I find my soul in October

For three years now I participate in Inktober challenge, to draw every day with ink for the whole month of October. When I go through years, I find my drawings are changing in a very profound way. I love to express myself by drawing, I find my passion there, and It took me a very long time and struggle to just find my way on that, and drawing to me is the language that I can't talk, because sometimes I find talking is too hard.

What makes me stop drawing! I can't find what I need to say. I close my sketchbook and feel very disappointed, sad and overwhelmed. But there's no escape. I get back every time to find the courage. Yes, it's all about courage.

What I find interesting in Inktober that it's about words, it's about creating a meaning, narrative and tell the whole story from just one word. This relationship between words and illustration finds its way to my heart, I want to write this story but I don't find words, so I draw. But I still try to find the words.

Every time I get back to draw I find my soul again. Inktober helps me to find a very little time through the day, to open my sketchbook and start drawing in a very intuitive and impulsive way, and I find this very challenging and interesting if I think, that it's the same way that I want to express myself in the real life.

The purple tree

I look through the window to find a very big purple tree stands out over the street, the school students are going back home, and the satellites on the rooftops along the city, It's October when the fall and winter are coming, everything moves so quickly in a slow motion.


I missed a call from an old friend who is now living outside Egypt, I called her back with no response. 


I'm being cruel to myself and telling her that If I had worked harder I would reach to more in my work, I'm wasting a lot of time, and when I see the scale of my work outside Egypt I find it too small. 

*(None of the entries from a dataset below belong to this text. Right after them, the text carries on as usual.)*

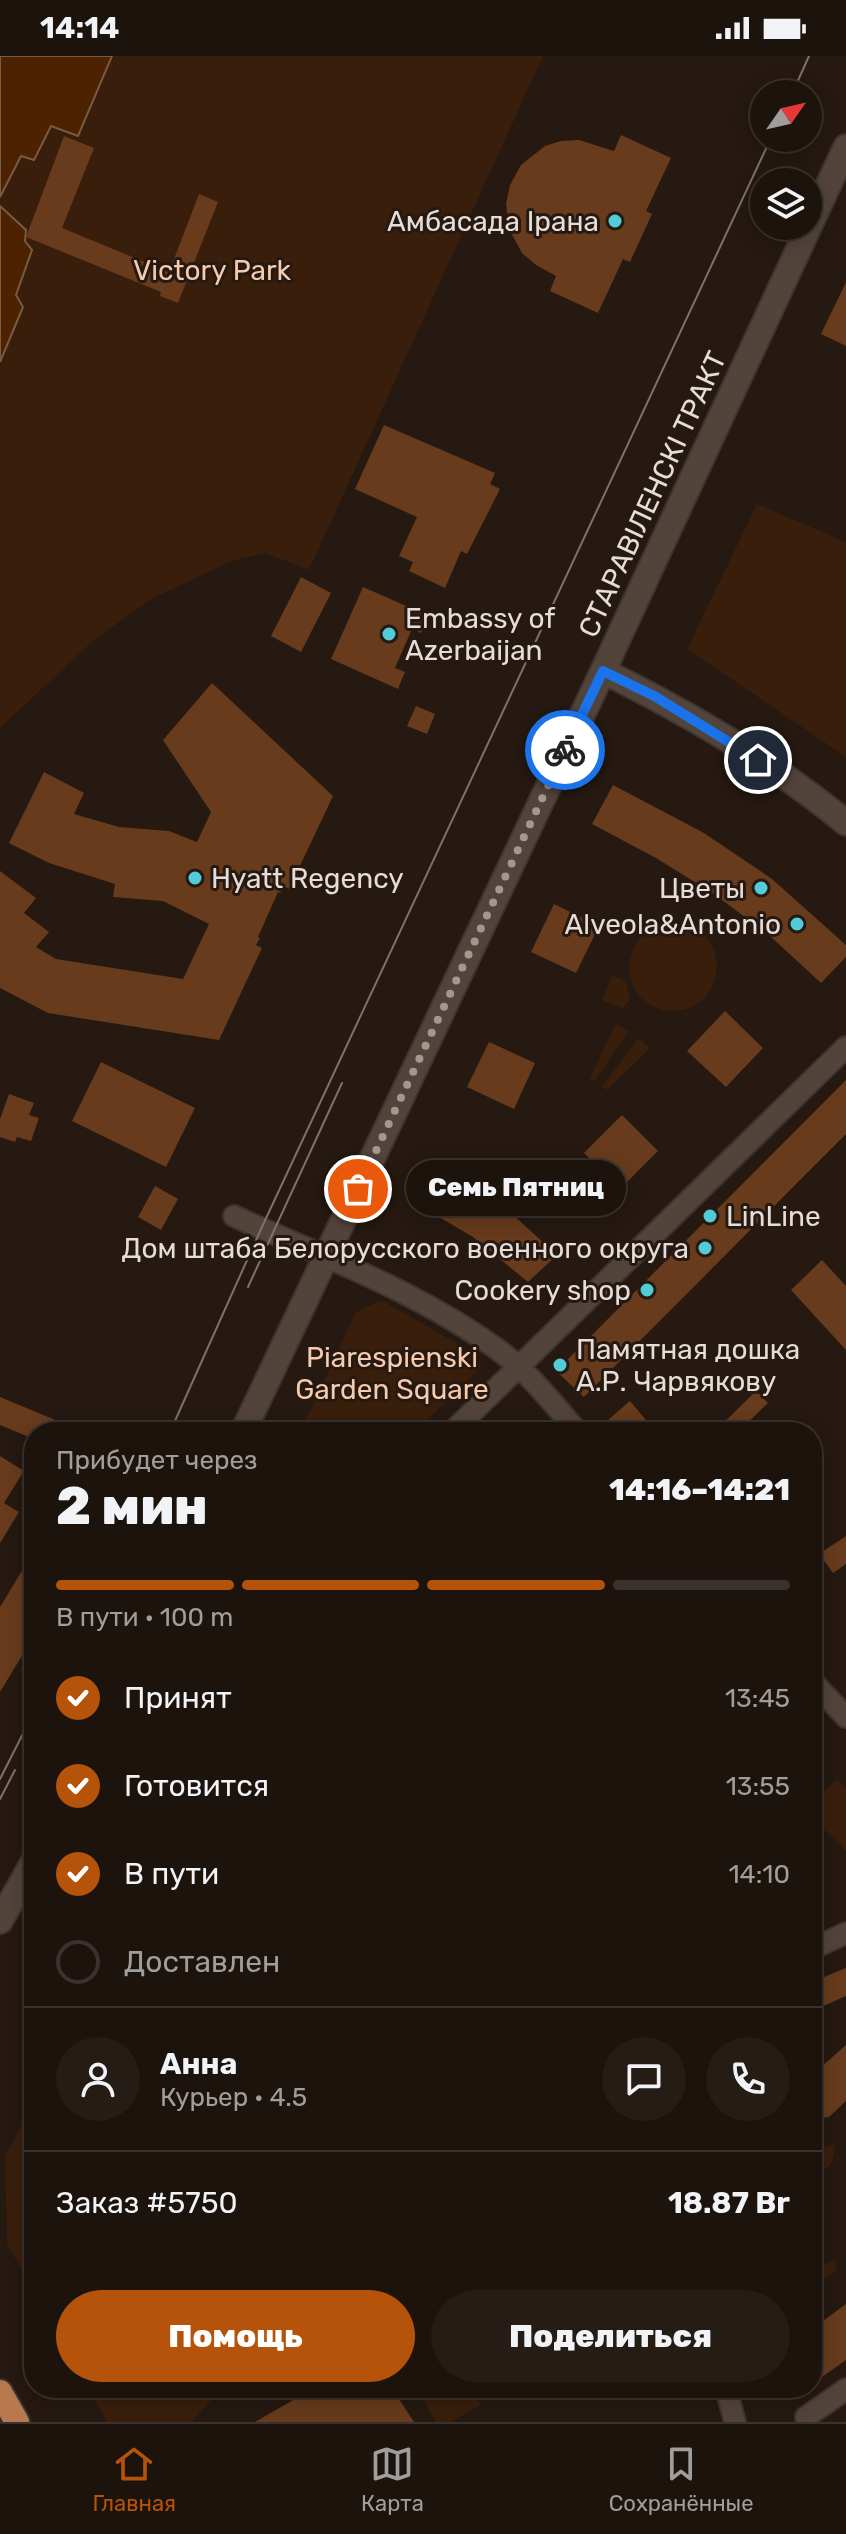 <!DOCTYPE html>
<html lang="ru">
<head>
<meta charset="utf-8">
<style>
  :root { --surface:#1c130d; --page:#251c16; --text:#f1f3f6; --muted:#a09e9d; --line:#3a322e; --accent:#b45309 }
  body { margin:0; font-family:Rubik,sans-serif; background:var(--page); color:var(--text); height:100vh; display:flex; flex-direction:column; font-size:30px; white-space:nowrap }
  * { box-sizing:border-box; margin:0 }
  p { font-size:26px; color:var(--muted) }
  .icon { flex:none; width:44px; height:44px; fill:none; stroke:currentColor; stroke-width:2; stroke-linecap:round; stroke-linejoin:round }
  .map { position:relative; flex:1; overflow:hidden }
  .sheet { position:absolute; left:24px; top:1366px; width:798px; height:976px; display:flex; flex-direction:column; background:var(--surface); border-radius:32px; box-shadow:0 4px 20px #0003,0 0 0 2px var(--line) }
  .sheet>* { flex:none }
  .needle { width:52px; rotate:56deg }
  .controls { position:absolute; left:750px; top:24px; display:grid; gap:16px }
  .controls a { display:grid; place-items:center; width:72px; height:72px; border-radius:50%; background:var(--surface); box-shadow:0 4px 20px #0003,0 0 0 2px var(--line); font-size:40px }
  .pin { position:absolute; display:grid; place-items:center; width:68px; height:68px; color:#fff; margin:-34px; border:4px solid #fff; border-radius:50%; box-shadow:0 2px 8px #0007 }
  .courier { position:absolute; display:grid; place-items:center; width:80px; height:80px; margin:-40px; border:6px solid #1a73e8; border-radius:50%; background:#fff; color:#222; box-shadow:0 2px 10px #0007 }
  .bubble { position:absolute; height:56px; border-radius:28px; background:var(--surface); box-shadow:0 4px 20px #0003,0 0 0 2px var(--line); font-size:26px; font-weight:800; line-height:56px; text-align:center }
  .summary em { font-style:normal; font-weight:800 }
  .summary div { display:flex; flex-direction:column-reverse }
  .summary { display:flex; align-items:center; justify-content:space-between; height:136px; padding:0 32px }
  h1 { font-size:52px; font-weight:800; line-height:60px }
  .bar { display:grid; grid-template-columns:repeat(4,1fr); gap:12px 8px; align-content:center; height:96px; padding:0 32px }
  .bar i { height:10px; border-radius:6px; background:var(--line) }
  .bar .selected { background:var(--accent) }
  .bar p { grid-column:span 4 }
  .line { display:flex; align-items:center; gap:20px; padding:0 32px; border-top:2px solid var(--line) }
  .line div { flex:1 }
  .round { display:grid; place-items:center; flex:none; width:84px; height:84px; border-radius:42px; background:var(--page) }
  ol { padding:0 32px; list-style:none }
  li { display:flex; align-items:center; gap:24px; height:88px }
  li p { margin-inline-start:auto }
  li .icon { padding:8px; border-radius:50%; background:var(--accent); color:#fff; stroke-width:4 }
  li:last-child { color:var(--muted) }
  li i { width:44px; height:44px; border:4px solid var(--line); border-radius:50% }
  .action { display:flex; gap:16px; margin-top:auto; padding:16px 32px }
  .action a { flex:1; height:92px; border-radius:48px; background:var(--accent); color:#fff; font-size:32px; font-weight:800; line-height:92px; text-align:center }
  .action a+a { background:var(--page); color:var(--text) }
  .status { display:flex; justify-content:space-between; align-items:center; height:56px; padding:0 40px; background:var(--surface); direction:ltr }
  .status svg { height:22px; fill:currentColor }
  .menu { display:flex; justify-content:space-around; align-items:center; height:112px; border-top:2px solid var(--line); background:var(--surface); font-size:22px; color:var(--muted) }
  .menu a { display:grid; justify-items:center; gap:4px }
  .menu .selected { color:var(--accent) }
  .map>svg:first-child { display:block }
  .green { fill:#391e0c }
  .water { fill:#4c2200; stroke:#7a5a41; stroke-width:2 }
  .building { fill:#673b1c }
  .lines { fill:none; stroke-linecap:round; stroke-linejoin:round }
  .street-casing { stroke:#3d3430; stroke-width:24 }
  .secondary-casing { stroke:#3d3430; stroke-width:28 }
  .primary-casing { stroke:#3d3430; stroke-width:28 }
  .street { stroke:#52443b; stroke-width:20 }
  .secondary { stroke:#52443b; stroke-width:24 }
  .primary { stroke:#b9794f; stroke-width:24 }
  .tram { stroke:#7d726b; stroke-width:2 }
  .done { stroke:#a29892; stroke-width:8; stroke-dasharray:0 14.4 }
  .route { stroke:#1a73e8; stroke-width:10 }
  .poi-dot { fill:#52ccd6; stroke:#251911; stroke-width:3 }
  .labels { text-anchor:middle; stroke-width:6; stroke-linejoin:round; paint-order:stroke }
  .poi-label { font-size:28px; fill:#e6ddd8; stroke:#251911; text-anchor:end }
  .park-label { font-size:28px; fill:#f7c9ad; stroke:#251911 }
  .street-label { font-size:28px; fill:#e6ddd8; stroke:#251911 }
</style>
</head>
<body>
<div class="status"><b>14:14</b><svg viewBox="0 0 49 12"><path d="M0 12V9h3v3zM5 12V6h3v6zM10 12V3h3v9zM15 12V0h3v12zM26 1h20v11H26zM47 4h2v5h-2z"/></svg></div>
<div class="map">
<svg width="846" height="2366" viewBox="0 0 846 2366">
  <rect width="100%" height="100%" fill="#251911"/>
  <!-- green -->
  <path class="green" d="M0 0H543L309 514 266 497 232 505 151 543 93 585 0 672Z
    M757 448 846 486V701L687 593Z
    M629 911a44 44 0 1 1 88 0a44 44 0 1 1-88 0Z
    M613 919 626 926 630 944 623 952 602 944Z
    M615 968 629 975 594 1026 590 1023Z
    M638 982 650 992 607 1034 602 1031Z
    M381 1244 477 1299 481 1311 415 1376H300L356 1256Z
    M837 1723 846 1732V1795L812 1762V1748Z
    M34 2046V2235L7 2188 5 2100Z
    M835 2089C834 2106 830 2114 812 2116V2093Z
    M835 2204 837 2214 812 2231V2212Z
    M88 2332H221L192 2366H107Z
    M448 2332H472L481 2349 451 2366H436L424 2345Z"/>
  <!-- water -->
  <path class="water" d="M0 0H112L78 80 51 70 34 104 21 100 0 141Z
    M0 150 26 174 25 185 32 194 16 239 23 251 0 306Z"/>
  <!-- building -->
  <path class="building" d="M621 79 671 102 646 155 652 158 630 206 623 203 598 257 550 235 556 220 536 209 522 197 509 173 506 148 510 129 521 109 545 90 561 85 579 84 614 95Z
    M64 80 94 92 62 172 169 216 199 138 218 146 178 247 160 240 161 236 26 181Z
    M846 226V290L821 278Z
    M384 369 495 417 490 428 500 433 467 498 461 495 445 532 409 515 413 506 399 500 417 461 355 433Z
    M301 521 331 537 301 596 271 580Z
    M363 531 429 560 421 577 412 573 395 612 405 616 398 633 331 603Z
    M212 627 333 740 289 833 284 830 280 837 278 836 258 881 260 882 256 889 262 892 219 984 48 957 0 932V815L36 842 24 857 49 876 36 891 56 903 183 923 209 868 163 845 113 841 115 828 49 807 9 787 44 716 84 737 74 758 119 771 169 775 197 786 211 756 163 684Z
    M416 650 435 658 427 678 407 670Z
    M613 729 704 777 772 823 846 889V901L821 927 769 879 714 838 656 802 592 768Z
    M554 848 599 870 576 917 531 896Z
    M725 955 763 992 726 1031 687 995Z
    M489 986 535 1007 514 1053 467 1031Z
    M101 1006 195 1052 166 1111 72 1065Z
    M846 1024V1078L584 1341 556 1315Z
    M9 1038 34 1047 29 1059 39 1062 31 1085 17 1081 15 1086 0 1081V1063Z
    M622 1059 658 1095 620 1133 584 1097Z
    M433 1112 499 1146 557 1199 528 1226 473 1181 417 1148Z
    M155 1130 178 1143 161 1174 138 1161Z
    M822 1204 846 1230V1294L791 1234Z
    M756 1335 768 1347 738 1376H714Z
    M0 1341 84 1376H34V1383L0 1369Z
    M630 1345 656 1376H619L608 1364Z
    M0 1400 24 1415 4 1447 19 1456 0 1487Z
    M846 1480V1508L833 1517 819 1498Z
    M34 1495V1580L0 1636V1551Z
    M846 1912V1940L812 1955V1926Z
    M846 1989V2045L829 2061 812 2063V2019Z
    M846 2248V2304L812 2328V2273Z
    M314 2332H418L399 2343 414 2366H255Z"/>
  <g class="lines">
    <defs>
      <path id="street" d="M234 1160C323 1201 417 1235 497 1293 528 1315 553 1348 578 1376
        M452 1376 846 991
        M812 1625 846 1661
        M812 1893 846 1877
        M726 2332 735 2366
        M806 2361 846 2333"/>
      <path id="secondary" d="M603 615C686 656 775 708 846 767
        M243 1376 603 615 846 91
        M0 1865 34 1805"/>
      <path id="primary" d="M0 2336 17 2366"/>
    </defs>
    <!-- street casing -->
    <use href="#street" class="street-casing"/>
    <!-- secondary casing -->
    <use href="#secondary" class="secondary-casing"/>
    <!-- primary casing -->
    <use href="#primary" class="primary-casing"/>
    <!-- street -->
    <use href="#street" class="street"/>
    <!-- secondary -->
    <use href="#secondary" class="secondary"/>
    <!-- primary -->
    <use href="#primary" class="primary"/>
    <!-- tram -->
    <path class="tram" d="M792 38 809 0
      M248 1231 342 1027
      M170 1376 261 1173 771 82
      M0 1723 34 1656
      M0 1743 15 1714"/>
  </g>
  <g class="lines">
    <!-- done -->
    <path class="done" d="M358 1133 565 694"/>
    <!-- route -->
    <path class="route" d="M565 694 603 615 656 641 758 704"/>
  </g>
  <!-- markers -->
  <g class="poi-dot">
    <circle cx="615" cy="165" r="8"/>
    <circle cx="389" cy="578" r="8"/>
    <circle cx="195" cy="822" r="8"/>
    <circle cx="761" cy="832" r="8"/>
    <circle cx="797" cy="868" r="8"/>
    <circle cx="710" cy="1160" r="8"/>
    <circle cx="705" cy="1192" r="8"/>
    <circle cx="647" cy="1234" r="8"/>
    <circle cx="560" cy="1309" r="8"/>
  </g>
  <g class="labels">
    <!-- poi labels -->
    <g class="poi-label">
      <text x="599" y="175">Амбасада Ірана</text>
      <text x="405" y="572" text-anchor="start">Embassy of<tspan x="405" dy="32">Azerbaijan</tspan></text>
      <text x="211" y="832" text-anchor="start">Hyatt Regency</text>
      <text x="745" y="842">Цветы</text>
      <text x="781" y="878">Alveola&amp;Antonio</text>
      <text x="726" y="1170" text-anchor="start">LinLine</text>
      <text x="689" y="1202">Дом штаба Белорусского военного округа</text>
      <text x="631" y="1244">Cookery shop</text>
      <text x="576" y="1303" text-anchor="start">Памятная дошка<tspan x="576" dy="32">А.Р. Чарвякову</tspan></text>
    </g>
    <!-- park labels -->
    <g class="park-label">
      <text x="212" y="224">Victory Park</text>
      <text x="392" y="1311">Piarespienski<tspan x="392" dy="32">Garden Square</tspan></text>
    </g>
    <!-- street labels -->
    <g class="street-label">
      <text transform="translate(652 438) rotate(-65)" y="10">СТАРАВІЛЕНСКІ ТРАКТ</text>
    </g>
  </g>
</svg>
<div class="controls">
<a><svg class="needle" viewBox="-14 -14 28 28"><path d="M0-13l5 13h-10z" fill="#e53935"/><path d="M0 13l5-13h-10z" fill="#a09e9d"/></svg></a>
<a><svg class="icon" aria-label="layers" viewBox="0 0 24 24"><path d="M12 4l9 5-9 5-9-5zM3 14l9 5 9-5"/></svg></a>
</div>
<div class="pin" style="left:358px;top:1133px;background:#ea580c"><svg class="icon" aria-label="bag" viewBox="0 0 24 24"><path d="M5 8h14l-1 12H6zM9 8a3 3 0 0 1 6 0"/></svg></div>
<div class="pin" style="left:758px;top:704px;background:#1f2937"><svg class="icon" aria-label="home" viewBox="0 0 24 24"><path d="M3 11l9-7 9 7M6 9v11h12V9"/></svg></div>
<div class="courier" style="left:565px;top:694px"><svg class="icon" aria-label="bike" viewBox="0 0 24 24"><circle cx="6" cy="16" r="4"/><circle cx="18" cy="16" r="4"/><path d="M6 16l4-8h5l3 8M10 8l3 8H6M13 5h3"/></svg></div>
<div class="bubble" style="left:406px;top:1104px;width:220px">Семь Пятниц</div>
<section class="sheet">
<div class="summary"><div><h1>2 мин</h1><p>Прибудет через</p></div><em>14:16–14:21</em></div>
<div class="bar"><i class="selected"></i><i class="selected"></i><i class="selected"></i><i></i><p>В пути · 100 m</p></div>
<ol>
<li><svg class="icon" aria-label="check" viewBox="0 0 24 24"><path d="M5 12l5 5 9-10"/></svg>Принят<p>13:45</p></li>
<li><svg class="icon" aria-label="check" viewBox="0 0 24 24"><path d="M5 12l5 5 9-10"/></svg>Готовится<p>13:55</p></li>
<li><svg class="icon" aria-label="check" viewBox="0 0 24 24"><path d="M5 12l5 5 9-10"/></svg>В пути<p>14:10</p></li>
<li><i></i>Доставлен</li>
</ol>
<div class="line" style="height:144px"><a class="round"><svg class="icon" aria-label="person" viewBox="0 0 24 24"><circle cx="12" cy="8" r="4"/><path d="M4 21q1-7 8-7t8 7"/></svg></a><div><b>Анна</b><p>Курьер · 4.5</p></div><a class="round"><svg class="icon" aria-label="chat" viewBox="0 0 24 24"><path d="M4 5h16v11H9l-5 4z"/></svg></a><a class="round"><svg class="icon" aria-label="phone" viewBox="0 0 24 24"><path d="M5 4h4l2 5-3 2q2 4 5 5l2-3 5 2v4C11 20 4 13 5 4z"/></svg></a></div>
<div class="line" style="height:104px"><div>Заказ #5750</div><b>18.87 Br</b></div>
<div class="action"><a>Помощь</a><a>Поделиться</a></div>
</section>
</div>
<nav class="menu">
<a class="selected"><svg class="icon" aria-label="home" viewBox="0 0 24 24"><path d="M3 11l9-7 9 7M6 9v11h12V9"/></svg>Главная</a>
<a><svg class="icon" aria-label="map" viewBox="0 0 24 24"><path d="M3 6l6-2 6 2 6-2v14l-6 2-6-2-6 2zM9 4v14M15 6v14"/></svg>Карта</a>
<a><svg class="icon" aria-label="saved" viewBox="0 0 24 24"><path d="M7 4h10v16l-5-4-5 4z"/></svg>Сохранённые</a>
</nav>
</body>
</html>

Yes I'm from this generation who caught up the late nineties and grow up finding this revolution in politics, technology, and fast-growing knowledge about everything, the fear of missing makes me also misses a lot, the information everywhere and all that I have to do is just to pick it up. Everything is going too fast and I'm not as fast as the world is going, and running is all that I have to do and not taking any breaks between sprints.


But It doesn't work all the time, I know, You know.


I got a new call telling me a super good news about work, and It turned all the flowers on the purple tree to little birds in my heart flying. It was a perfect time, to just stop being cruel to myself.

Today is an exciting day

I woke up feeling excited about the day, there's nothing new other than going to work half an hour earlier, drink my coffee and get ready for the load of work I have. My work as a designer in digital advertising is all about creating designs that meet the client's needs. Although of that I like it. I like being a designer. I chose it. and I enjoy the creative part of it. Now, this work became mechanical and easy. and I don't like things get easy.

Easy things are not exciting and remember that I feel excited about the day.

So, I watched myself in the mirror and see how the jeans that I wear became tighter because through the last month I gained more than 5 kg and I feel terrible and want to disappear. and here comes the not easy part. how I will accept and embrace all these flaws.





I'm bored

From everyday streets, the uber rides, the taxi drivers, the traffic at 8 am in the morning, the restaurants that introduce lame food, the air that I can't breathe.

from shopping malls, and fake stories on Instagram, fake smiles in the pictures, relationships that don't last for long, friends who flee away, from the tweets that aren't retweeted, and Facebook comments where others stalk me, the job that I like and my body weight I watch every day on the scale.

The same song is repeated in weddings and parties, the new trends that people make laughs at. The love that isn't here.

I'm not sure of publishing this and showing how much I'm sad, bored, and vulnerable. Now I feel that I need to write this, write a lot and say a lot, I need my voice to get loud and express itself. I need this to tell you how bored I am.